Stored items:
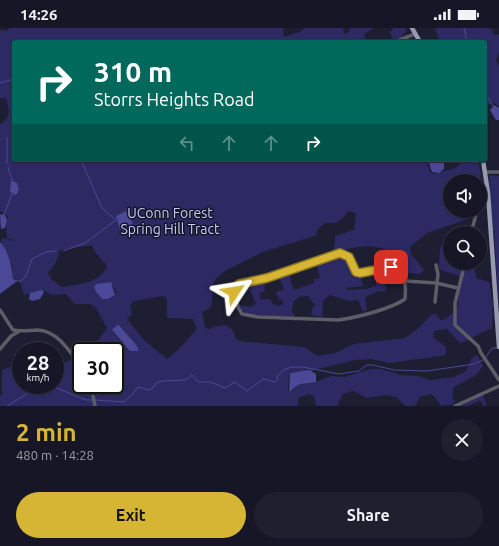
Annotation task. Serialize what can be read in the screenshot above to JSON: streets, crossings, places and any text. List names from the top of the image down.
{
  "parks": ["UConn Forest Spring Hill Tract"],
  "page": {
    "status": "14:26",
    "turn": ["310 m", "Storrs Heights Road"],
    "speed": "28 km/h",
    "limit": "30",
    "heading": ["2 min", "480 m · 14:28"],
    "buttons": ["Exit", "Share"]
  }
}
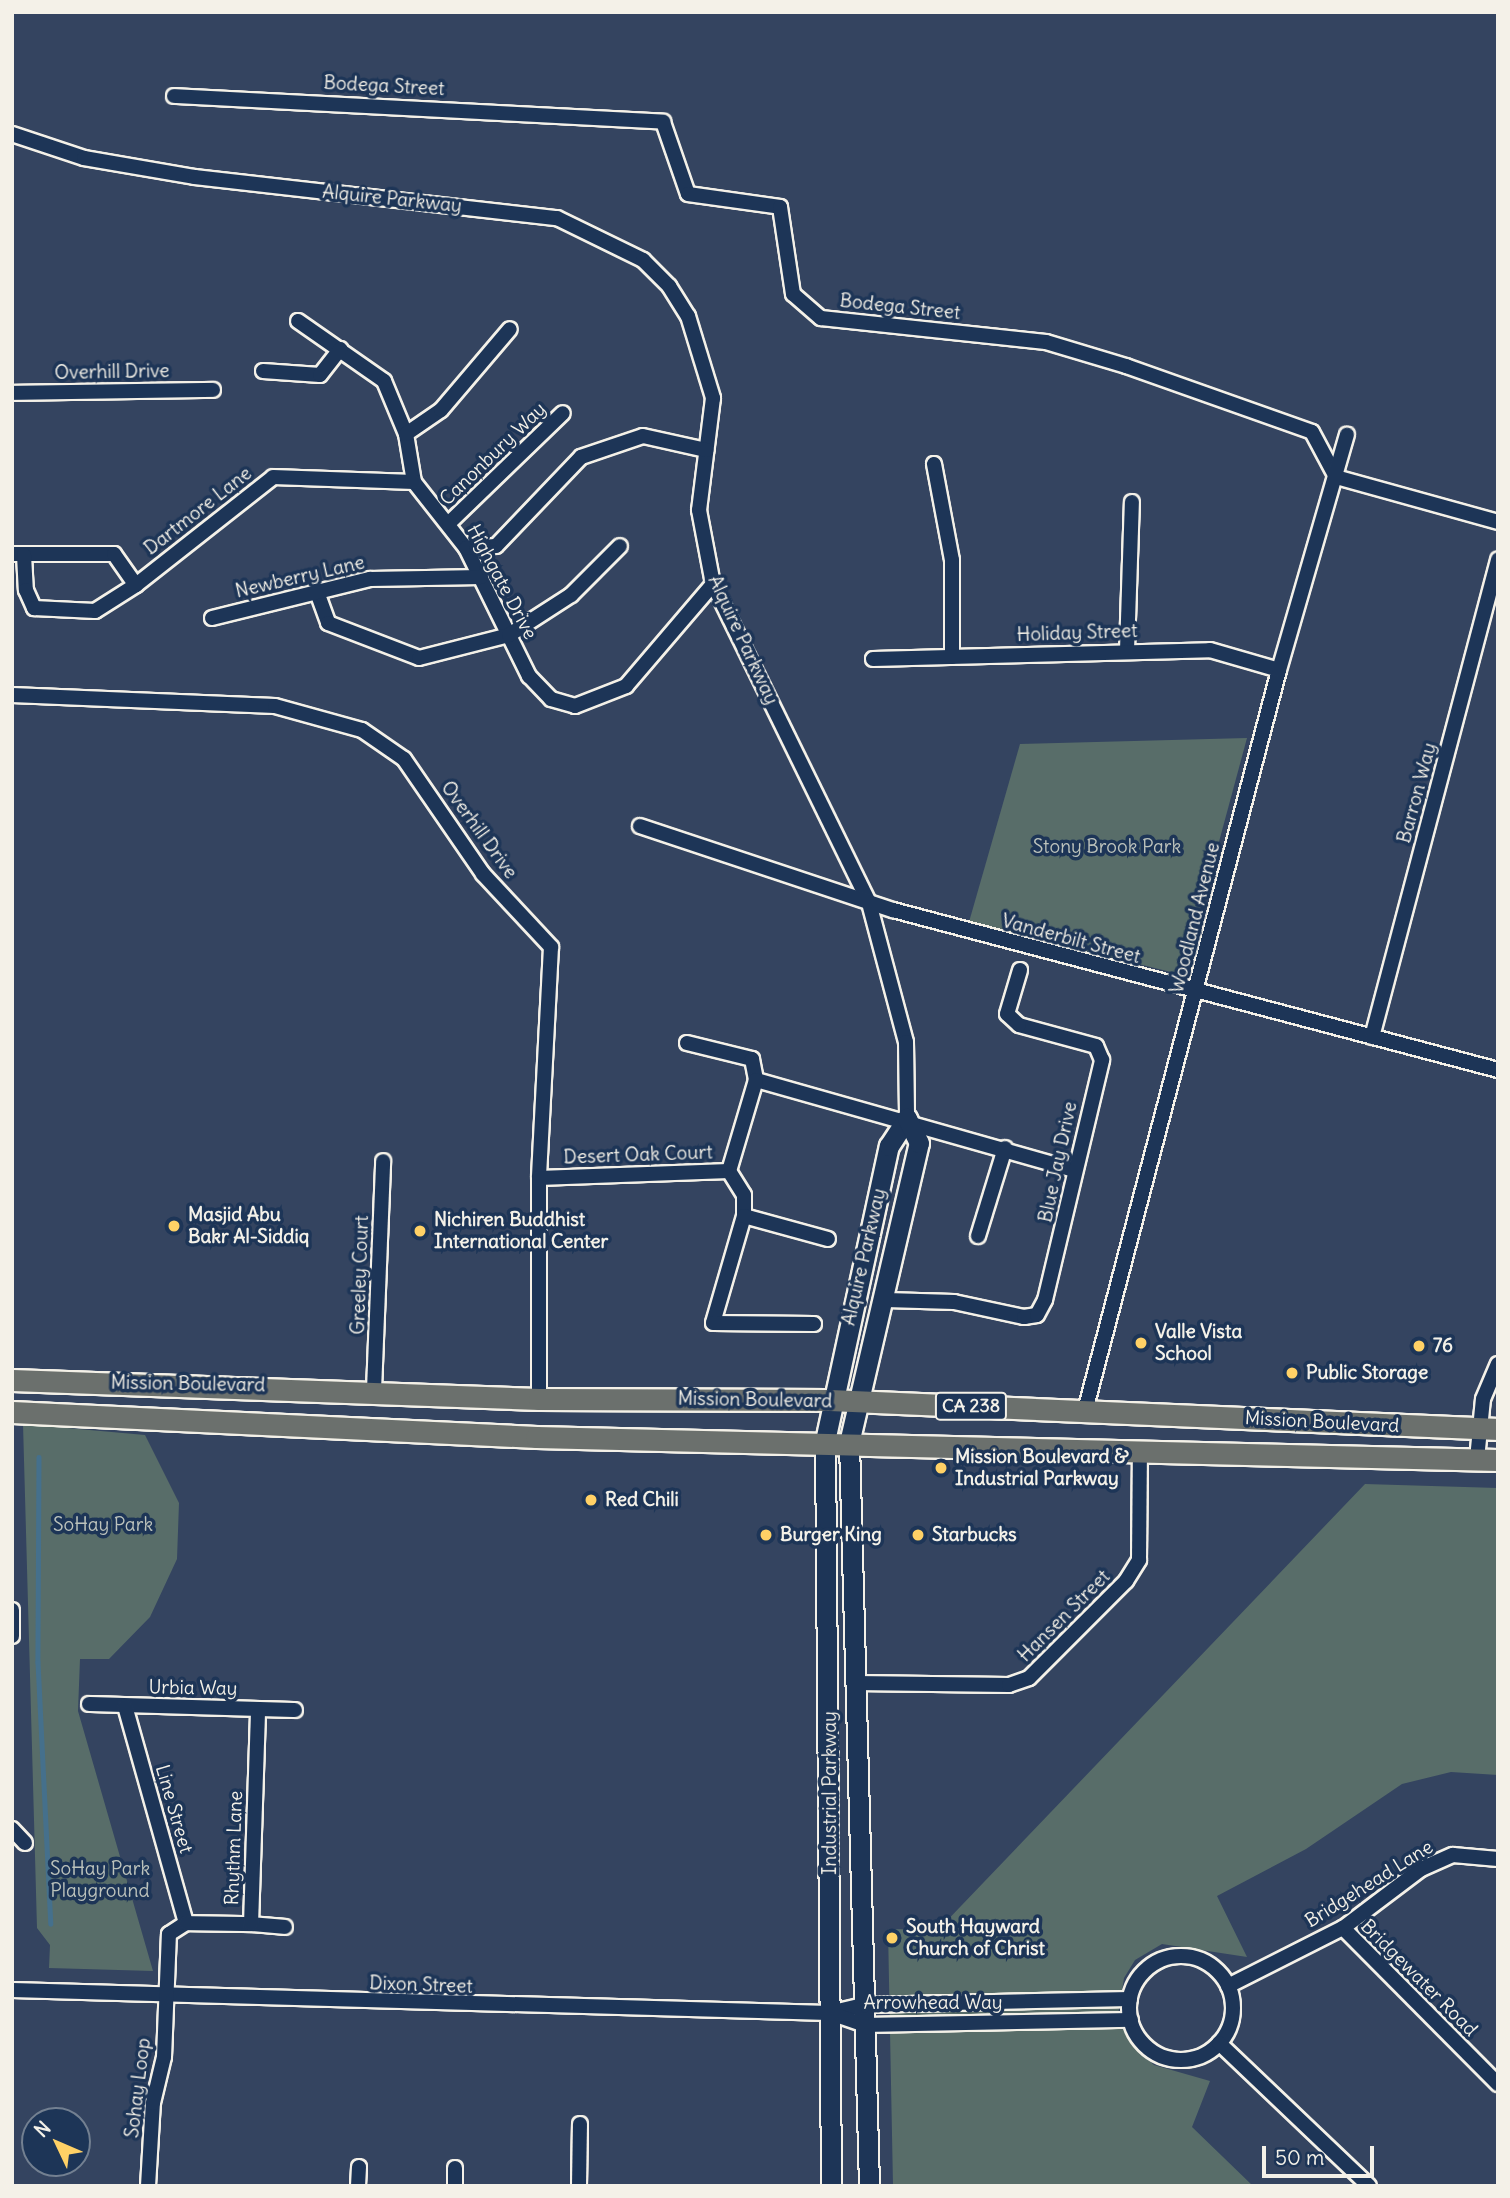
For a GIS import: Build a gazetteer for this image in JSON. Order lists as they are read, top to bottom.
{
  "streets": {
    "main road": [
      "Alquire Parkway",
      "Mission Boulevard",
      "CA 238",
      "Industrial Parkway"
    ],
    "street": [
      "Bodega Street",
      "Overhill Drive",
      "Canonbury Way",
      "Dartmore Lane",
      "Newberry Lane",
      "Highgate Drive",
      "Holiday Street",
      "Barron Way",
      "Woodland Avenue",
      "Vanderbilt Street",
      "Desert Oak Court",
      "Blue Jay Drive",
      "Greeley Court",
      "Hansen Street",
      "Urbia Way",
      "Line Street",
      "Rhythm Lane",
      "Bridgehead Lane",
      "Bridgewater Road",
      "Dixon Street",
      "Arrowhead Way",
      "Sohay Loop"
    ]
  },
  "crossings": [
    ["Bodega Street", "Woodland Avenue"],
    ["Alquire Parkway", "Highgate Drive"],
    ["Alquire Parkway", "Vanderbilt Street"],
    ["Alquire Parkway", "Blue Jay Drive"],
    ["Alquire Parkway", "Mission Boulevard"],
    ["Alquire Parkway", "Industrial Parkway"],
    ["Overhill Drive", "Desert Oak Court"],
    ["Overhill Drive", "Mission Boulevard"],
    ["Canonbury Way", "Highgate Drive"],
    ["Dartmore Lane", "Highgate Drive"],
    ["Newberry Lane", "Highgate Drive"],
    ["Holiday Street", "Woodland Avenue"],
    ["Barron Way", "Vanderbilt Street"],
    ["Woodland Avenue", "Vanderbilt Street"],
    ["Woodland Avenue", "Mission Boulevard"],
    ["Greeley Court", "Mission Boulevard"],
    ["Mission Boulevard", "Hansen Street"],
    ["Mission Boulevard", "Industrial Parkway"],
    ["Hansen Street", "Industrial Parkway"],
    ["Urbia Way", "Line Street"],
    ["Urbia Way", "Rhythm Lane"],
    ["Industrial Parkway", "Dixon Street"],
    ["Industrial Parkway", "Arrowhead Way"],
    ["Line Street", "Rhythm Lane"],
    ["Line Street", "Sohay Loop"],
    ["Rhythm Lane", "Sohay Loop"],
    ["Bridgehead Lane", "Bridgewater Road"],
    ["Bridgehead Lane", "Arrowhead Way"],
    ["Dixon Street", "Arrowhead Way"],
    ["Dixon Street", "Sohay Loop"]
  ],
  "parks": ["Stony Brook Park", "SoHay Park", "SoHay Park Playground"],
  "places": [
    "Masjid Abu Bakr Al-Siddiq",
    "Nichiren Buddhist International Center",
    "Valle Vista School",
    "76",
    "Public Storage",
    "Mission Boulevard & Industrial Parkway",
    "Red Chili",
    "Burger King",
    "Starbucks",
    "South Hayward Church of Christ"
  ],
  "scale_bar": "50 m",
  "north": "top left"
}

> **TASK ITEM**
Copy each line from the data above that includes "JSON".

> **REPLY**
Annotation task. Serialize what can be read in the screenshot above to JSON: streets, crossings, places and any text. List names from the top of the image down.
For a GIS import: Build a gazetteer for this image in JSON. Order lists as they are read, top to bottom.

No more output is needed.